On appelle cela la métathésiophobie

Le nom scientifique de la (vraie) peur du changement, c’est : métathésiophobie.

Décomposons :

  • Méta, en grec, c’est « ce qui va au-delà », « ce qui dépasse » et par extension « ce qui change »
  • Thésis, c’est « ce qui est posé », « ce qui est en place »
  • Phobie, c’est la peur, l’aversion, la hantise et par extension le rejet.

L’incertitude : contexte le plus exigeant pour notre système cognitif

La métathésiophobie se rapporte ainsi à l’incertitude concernant l’évolution de notre cadre. C’est cette méconnaissance des impacts d’un mouvement de transformation sur notre environnement et sur notre propre condition qui nous met en panique. Nous aimerions savoir pour anticiper nos adaptations. C’est un besoin cognitif et psychosocial fondamental : nous perdons nos moyens quand nous faisons face au risque de caducité de nos comportements.

Pour s’adapter, il faut avoir du vécu

Il faut savoir que nous développons en permanence des compétences qui nous permettent de réagir quand nous sommes confronté·e à des situations que nous avons déjà vécues ou qui ressemblent à ce que nous avons déjà vécu. Par exemple, j’ai déjà vécu des jours de pluie, j’ai expérimenté que la pluie mouille et que si je ne peux pas me sécher, j’ai des chances d’avoir froid, ce qui sera inconfortable et éventuellement propice au fait que je tombe malade. Aussi, s’il pleut dehors ou si je sais qu’il risque de pleuvoir, je prévois de sortir plutôt au moment d’une accalmie et je m’équipe de vêtements imperméables. Ces compétences d’intelligence situationnelle nous aident à évacuer le stress et nous permettent, quand nous sommes confronté·es à une situation inconfortable, de rétablir au mieux notre sentiment de sécurité et de contrôle.

Quand l’anxiété nous met en position d’inefficacité

Mais si l’averse se déclenche brutalement, sans que les météorologues l’aient prévue, sans qu’il y ait eu de signes annonciateurs du changement de temps ou bien si ces signes sont apparus trop brutalement, voilà que nous sommes confronté·es à de l’angoisse : Est-ce que cette manifestation du dérèglement climatique est à l’image d’autres changements bien plus catastrophiques ? Qu’allons-nous devenir si la météo n’est plus fiable ? Où allons-nous s’il n’y a plus de saisons ? Et puis, au fait, sommes-nous sûr·e·s qu’il s’agisse bien de pluie ?

Bref, ne pas avoir le temps ni les moyens de nous adapter nous plonge dans des abîmes d’inquiétude.

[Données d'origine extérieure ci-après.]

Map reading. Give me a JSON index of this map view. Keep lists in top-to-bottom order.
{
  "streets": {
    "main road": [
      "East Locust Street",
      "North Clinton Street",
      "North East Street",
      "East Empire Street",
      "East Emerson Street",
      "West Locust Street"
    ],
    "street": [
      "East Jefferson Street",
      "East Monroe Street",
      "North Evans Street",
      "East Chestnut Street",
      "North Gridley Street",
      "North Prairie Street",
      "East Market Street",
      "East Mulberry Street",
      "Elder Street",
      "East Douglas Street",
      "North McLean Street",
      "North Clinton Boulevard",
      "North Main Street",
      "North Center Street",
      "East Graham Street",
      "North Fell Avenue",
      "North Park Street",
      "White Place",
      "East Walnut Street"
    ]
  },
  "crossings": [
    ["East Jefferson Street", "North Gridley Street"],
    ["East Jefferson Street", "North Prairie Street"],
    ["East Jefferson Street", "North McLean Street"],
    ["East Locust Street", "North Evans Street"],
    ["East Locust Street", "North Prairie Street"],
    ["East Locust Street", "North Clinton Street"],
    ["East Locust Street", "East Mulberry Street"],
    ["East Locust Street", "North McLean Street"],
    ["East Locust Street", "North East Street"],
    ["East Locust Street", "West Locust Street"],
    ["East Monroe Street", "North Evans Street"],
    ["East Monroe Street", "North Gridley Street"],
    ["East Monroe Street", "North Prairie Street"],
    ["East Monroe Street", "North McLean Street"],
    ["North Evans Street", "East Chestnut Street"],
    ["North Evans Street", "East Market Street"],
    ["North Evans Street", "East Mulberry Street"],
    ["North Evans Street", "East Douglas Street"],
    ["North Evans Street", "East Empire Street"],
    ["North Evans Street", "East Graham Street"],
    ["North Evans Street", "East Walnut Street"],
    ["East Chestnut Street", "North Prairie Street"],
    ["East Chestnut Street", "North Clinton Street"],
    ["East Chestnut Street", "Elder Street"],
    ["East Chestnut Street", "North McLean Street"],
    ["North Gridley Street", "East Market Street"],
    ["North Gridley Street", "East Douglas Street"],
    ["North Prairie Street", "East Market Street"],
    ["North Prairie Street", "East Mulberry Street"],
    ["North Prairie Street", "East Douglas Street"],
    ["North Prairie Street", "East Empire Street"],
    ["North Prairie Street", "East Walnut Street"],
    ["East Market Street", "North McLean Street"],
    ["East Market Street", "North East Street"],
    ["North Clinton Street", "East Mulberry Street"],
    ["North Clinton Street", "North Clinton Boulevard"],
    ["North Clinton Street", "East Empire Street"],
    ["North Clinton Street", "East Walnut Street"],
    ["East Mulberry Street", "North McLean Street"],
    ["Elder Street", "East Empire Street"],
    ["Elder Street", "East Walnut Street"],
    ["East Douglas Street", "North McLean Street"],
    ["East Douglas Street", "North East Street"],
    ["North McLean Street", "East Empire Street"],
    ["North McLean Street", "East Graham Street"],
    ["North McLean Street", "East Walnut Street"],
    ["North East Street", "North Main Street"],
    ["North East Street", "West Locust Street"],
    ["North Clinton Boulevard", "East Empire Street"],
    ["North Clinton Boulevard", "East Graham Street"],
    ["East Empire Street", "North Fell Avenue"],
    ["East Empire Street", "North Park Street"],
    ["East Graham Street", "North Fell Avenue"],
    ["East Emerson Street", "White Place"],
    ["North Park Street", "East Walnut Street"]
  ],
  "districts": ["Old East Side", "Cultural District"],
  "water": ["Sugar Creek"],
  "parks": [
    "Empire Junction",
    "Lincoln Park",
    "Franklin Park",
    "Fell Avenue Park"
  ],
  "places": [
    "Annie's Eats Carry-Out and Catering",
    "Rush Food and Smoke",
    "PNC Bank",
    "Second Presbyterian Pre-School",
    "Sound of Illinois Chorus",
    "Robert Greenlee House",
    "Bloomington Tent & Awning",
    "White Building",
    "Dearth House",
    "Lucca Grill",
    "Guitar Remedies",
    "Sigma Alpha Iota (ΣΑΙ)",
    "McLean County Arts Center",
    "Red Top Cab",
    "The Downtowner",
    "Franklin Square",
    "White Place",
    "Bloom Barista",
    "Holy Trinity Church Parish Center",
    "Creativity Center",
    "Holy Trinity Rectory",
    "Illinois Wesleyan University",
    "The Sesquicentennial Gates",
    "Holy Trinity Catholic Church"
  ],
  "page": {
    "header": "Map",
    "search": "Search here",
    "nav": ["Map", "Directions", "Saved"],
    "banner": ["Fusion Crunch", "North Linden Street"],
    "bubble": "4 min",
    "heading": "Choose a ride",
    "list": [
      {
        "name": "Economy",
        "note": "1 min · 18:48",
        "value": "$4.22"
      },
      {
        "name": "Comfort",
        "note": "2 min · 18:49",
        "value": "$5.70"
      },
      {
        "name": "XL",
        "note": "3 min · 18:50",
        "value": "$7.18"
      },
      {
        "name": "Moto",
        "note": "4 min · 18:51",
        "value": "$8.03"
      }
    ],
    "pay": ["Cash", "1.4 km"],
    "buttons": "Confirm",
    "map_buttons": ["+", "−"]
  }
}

Nos émotions entrent en concurrence avec nos raisonnements, au lieu de les enrichir : on confond le signal, la compréhension de la situation et la solution pour y répondre. C’est cela, perdre ses moyens.

Raisonner la peur du changement : quelle mauvaise idée !

Le bazar de l’âme en coulisses du théâtre de la raison

Mais enfin, ce n’est qu’une averse et vous n’êtes pas en sucre ! Au boulot, ce n’est qu’un nouveau process et vous n’êtes pas inapte à vous adapter. Vos bureaux déménagent ? Ce n’est qu’un changement de lieu et un autre trajet pour s’y rendre, et vous n’êtes pas un·e irréductible sédentaire. De surcroît, si vous y réfléchissez un peu, la nouveauté, cela peut vous faire du bien. Vous re-stimuler. Vous pousser à faire des apprentissages. Et puis, le quartier de vos nouveaux locaux est très sympa. Et puis, l’agencement est favorable à la coopération. Et puis, finalement, ça ne rallonge pas votre temps de transport. Et puis, et puis, et puis… Vous acquiescez à tout ce qu’on vous dit des bénéfices du changement, vous gardez pour vous vos inquiétudes, voire vous plongez à pieds joints dans l’enthousiasmante aventure du nouveau départ. Mais dans les coulisses de votre âme, c’est un peu le bazar.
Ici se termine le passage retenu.